Coty also highlighted the continued challenges in the mass beauty segment, where growth is being driven solely by unit demand. "The U.S. market growth has slowed in the second half of Q1," Coty stated, citing this as a contributing factor to the company’s lower-than-expected revenue growth.

Looking ahead, Coty expects moderate sales growth in the second quarter, with potential for acceleration in the latter half of the fiscal year. This forecast is supported by anticipated new product launches, increased alignment between sell-in and sell-out, and expanded distribution efforts across both the prestige and mass-market divisions.

Strategic focus on cost reduction and margin expansion

Coty remains focused on managing costs and improving profitability. The company announced that it is intensifying its cost-reduction initiatives, aiming for savings "well above the initial FY25 target of approximately $75 million." This is in response to the "more uncertain demand backdrop" and cautious retailer behavior in several markets.

Despite these challenges, Coty reaffirmed its full-year adjusted EBITDA growth target of 9-11% year-over-year, supported by "continued sales growth, continuous gross margin expansion, and increased cost savings," according to its press release. Coty also projects stronger adjusted EBITDA margin expansion for FY25, following the 30 basis points improvement reported for FY24.
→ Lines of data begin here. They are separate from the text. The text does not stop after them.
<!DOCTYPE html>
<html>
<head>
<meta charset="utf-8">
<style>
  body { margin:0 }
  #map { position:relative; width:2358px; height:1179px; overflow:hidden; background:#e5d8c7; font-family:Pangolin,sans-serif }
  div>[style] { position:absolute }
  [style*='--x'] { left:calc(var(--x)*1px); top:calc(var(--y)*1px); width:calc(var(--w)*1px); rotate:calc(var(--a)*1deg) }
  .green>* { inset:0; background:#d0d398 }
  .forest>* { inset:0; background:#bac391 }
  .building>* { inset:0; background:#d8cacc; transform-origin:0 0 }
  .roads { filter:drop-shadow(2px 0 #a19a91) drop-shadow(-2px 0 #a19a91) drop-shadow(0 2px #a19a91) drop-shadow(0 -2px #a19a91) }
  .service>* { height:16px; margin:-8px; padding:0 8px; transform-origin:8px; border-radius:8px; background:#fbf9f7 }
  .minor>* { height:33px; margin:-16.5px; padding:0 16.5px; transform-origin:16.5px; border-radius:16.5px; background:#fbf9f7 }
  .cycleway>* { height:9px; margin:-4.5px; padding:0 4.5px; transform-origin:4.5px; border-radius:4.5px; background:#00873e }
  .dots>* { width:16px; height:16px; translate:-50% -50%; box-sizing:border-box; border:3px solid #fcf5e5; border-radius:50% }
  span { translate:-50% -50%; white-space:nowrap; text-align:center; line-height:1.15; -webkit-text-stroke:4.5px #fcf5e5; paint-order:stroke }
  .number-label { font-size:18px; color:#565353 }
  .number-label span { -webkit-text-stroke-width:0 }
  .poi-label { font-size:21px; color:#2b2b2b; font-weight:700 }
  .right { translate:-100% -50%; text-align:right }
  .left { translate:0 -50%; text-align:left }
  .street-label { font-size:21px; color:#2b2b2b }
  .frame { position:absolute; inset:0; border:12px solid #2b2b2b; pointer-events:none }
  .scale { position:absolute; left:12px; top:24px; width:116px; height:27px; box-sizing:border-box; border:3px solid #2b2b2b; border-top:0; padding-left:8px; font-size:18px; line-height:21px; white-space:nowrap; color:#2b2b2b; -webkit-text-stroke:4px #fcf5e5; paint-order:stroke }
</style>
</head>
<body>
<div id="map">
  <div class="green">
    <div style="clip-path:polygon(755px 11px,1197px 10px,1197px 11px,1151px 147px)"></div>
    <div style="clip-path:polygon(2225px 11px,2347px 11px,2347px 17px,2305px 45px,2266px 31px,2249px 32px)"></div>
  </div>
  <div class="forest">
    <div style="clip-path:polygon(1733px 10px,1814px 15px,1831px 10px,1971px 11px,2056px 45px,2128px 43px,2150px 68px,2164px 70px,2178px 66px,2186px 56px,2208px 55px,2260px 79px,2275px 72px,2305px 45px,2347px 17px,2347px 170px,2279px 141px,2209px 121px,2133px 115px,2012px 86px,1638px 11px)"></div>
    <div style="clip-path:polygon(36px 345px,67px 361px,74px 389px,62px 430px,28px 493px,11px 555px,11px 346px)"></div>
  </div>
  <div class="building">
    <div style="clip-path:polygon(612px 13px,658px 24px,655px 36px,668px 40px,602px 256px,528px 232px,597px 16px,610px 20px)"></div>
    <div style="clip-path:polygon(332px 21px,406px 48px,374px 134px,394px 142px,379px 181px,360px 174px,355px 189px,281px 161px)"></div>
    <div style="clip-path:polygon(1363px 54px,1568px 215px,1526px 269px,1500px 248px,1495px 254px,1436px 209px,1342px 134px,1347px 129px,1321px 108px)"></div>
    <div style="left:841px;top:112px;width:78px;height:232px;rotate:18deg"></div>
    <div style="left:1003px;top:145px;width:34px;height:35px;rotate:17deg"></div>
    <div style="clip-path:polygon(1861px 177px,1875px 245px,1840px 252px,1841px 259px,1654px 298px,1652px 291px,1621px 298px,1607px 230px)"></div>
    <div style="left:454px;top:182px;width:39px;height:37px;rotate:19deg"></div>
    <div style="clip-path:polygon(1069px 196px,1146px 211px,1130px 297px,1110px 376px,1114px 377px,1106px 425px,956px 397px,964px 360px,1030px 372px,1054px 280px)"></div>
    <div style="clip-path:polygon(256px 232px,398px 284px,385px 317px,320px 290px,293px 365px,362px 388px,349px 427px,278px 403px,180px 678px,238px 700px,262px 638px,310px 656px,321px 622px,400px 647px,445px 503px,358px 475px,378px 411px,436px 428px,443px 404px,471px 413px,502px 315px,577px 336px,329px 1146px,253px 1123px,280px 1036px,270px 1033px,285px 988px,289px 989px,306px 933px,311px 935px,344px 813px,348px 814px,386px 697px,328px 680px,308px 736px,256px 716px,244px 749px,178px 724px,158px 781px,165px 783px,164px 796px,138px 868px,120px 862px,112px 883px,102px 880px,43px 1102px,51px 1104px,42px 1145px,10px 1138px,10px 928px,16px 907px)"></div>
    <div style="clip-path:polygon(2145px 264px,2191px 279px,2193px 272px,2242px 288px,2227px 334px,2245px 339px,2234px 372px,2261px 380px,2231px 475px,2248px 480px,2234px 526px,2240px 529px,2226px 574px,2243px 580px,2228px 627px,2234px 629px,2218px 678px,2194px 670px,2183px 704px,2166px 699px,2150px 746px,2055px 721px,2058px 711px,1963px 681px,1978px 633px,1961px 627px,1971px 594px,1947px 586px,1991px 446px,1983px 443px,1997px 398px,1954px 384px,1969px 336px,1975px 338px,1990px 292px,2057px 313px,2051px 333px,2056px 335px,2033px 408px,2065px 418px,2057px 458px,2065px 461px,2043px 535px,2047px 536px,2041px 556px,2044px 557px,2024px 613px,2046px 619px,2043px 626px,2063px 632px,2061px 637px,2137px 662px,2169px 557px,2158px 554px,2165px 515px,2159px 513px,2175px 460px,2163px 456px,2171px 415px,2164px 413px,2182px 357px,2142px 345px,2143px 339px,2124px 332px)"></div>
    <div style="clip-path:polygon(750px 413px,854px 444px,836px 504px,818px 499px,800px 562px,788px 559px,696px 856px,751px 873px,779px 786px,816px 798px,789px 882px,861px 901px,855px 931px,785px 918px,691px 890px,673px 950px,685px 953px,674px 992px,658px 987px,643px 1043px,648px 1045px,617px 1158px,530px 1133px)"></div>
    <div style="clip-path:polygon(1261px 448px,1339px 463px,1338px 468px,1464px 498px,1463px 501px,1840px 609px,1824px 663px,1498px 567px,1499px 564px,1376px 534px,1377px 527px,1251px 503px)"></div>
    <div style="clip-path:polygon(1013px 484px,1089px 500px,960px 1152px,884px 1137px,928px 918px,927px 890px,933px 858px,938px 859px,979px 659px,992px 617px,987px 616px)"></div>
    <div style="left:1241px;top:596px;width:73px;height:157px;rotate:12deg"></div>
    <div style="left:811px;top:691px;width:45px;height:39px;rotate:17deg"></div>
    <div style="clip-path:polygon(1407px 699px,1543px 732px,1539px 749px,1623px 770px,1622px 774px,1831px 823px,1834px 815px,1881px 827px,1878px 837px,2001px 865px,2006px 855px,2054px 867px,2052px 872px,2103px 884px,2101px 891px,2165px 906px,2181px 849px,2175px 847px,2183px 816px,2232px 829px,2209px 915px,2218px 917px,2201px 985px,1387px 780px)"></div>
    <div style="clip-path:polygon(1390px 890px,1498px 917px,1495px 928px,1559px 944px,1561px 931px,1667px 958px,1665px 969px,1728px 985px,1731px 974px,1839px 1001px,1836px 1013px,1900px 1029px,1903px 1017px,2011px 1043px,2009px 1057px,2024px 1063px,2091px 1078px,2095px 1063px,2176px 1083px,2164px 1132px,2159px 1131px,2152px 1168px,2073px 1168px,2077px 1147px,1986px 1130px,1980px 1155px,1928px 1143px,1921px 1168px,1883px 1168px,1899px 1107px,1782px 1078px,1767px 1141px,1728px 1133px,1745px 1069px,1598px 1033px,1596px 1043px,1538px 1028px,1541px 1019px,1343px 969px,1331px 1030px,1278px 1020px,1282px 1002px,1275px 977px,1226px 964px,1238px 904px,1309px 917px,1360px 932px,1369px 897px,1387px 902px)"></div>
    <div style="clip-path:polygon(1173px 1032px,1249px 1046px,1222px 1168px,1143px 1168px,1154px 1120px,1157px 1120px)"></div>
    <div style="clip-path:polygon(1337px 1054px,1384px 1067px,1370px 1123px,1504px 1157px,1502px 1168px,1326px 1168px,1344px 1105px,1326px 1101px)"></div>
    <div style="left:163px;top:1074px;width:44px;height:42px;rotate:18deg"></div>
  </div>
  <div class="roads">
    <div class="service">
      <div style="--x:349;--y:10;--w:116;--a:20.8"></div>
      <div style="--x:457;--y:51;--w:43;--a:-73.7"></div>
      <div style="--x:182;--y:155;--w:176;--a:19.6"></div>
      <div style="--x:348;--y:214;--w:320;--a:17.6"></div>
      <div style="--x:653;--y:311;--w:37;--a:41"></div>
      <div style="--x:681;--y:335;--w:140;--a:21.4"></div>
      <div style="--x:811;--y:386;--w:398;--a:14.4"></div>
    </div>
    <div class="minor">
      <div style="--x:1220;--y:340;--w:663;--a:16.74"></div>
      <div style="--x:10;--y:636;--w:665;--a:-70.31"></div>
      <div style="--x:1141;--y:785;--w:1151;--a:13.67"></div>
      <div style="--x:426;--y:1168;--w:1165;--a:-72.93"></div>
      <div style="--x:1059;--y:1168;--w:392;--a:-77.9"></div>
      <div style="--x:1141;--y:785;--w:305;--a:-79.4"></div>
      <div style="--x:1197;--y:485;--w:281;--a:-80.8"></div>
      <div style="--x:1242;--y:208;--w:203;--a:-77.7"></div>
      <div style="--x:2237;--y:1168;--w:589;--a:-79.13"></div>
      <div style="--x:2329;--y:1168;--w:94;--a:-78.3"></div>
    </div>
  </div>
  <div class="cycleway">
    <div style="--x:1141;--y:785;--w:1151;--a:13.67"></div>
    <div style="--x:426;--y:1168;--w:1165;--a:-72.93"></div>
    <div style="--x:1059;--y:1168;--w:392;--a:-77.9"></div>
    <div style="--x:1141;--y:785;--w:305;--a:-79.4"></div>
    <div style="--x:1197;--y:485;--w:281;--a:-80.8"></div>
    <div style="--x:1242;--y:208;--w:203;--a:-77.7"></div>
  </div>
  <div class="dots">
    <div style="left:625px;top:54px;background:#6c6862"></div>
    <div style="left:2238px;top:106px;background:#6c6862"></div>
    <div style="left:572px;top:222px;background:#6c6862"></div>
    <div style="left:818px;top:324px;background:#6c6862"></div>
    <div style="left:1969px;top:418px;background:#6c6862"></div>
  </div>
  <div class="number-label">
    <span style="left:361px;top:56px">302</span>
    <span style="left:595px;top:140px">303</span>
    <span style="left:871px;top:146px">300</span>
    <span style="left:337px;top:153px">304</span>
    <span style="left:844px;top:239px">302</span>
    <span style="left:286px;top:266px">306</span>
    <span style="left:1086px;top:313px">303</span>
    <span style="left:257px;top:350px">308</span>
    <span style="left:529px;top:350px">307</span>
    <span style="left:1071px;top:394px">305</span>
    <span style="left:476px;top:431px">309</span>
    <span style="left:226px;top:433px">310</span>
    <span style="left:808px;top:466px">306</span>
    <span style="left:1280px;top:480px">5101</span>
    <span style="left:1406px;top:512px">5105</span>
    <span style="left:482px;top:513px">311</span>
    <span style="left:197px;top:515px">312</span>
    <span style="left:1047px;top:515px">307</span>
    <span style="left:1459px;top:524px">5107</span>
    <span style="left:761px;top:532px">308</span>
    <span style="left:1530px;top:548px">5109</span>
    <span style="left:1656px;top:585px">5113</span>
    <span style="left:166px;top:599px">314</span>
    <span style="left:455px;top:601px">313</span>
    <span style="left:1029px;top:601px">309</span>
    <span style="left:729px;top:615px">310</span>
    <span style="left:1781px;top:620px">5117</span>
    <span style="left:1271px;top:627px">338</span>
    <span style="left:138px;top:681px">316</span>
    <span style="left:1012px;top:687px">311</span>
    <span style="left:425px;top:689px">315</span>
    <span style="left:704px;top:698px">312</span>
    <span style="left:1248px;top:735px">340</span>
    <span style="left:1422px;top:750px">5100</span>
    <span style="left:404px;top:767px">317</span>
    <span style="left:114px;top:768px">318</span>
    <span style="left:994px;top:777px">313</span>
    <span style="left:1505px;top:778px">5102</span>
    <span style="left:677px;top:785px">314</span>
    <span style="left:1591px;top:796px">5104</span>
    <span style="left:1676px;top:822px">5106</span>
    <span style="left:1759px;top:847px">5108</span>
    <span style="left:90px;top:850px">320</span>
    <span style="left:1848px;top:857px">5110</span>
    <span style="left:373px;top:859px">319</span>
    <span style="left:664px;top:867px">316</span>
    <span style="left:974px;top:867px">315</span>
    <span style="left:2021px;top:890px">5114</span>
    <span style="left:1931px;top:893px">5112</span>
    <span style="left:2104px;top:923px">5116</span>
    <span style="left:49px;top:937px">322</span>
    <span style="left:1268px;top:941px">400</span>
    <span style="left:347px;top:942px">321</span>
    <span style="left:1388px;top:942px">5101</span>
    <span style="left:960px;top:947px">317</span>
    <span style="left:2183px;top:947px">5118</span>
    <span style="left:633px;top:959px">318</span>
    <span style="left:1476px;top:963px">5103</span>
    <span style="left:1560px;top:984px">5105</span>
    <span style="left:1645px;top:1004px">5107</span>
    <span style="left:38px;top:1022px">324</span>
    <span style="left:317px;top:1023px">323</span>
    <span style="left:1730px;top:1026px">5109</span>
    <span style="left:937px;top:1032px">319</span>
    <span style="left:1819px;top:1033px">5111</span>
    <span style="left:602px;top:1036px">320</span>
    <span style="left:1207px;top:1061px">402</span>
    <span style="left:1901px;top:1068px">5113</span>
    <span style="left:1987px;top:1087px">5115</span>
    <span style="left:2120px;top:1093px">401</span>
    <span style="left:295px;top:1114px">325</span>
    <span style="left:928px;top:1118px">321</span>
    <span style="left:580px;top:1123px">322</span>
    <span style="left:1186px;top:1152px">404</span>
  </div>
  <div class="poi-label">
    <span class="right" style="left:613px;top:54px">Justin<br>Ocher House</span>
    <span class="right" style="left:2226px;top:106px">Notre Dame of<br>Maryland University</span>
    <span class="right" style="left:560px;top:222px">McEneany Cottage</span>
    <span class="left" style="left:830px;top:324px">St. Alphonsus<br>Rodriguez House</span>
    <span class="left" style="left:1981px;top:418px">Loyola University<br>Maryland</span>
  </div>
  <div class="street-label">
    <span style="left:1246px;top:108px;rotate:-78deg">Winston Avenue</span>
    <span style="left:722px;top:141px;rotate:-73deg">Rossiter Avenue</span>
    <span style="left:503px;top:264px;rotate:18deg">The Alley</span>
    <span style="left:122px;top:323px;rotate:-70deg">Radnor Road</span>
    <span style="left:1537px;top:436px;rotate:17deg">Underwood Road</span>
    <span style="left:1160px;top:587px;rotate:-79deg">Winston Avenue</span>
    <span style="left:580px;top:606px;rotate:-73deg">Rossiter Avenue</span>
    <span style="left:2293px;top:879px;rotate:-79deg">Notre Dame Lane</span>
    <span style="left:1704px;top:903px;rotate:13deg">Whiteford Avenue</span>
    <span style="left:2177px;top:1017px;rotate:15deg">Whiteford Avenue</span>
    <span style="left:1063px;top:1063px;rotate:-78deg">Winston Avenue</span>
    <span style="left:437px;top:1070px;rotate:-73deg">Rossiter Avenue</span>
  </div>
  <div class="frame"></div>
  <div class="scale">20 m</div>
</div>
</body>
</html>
For cosmetics and personal care manufacturers and suppliers, Coty's latest financial update provides important indicators of current market conditions and emerging opportunities. The continued strength of the prestige fragrance segment suggests sustained demand for premium products, while the company’s emphasis on cost control and margin expansion may signal potential shifts in supplier relationships.

Additionally, Coty’s efforts to accelerate growth in the second half of FY25, through new launches and distribution, highlight areas of focus for industry partners in the coming months. Coty is set to release its full Q1 results on November 6, 2024, followed by a live Q&A session with financial analysts and investors on November 7, 2024.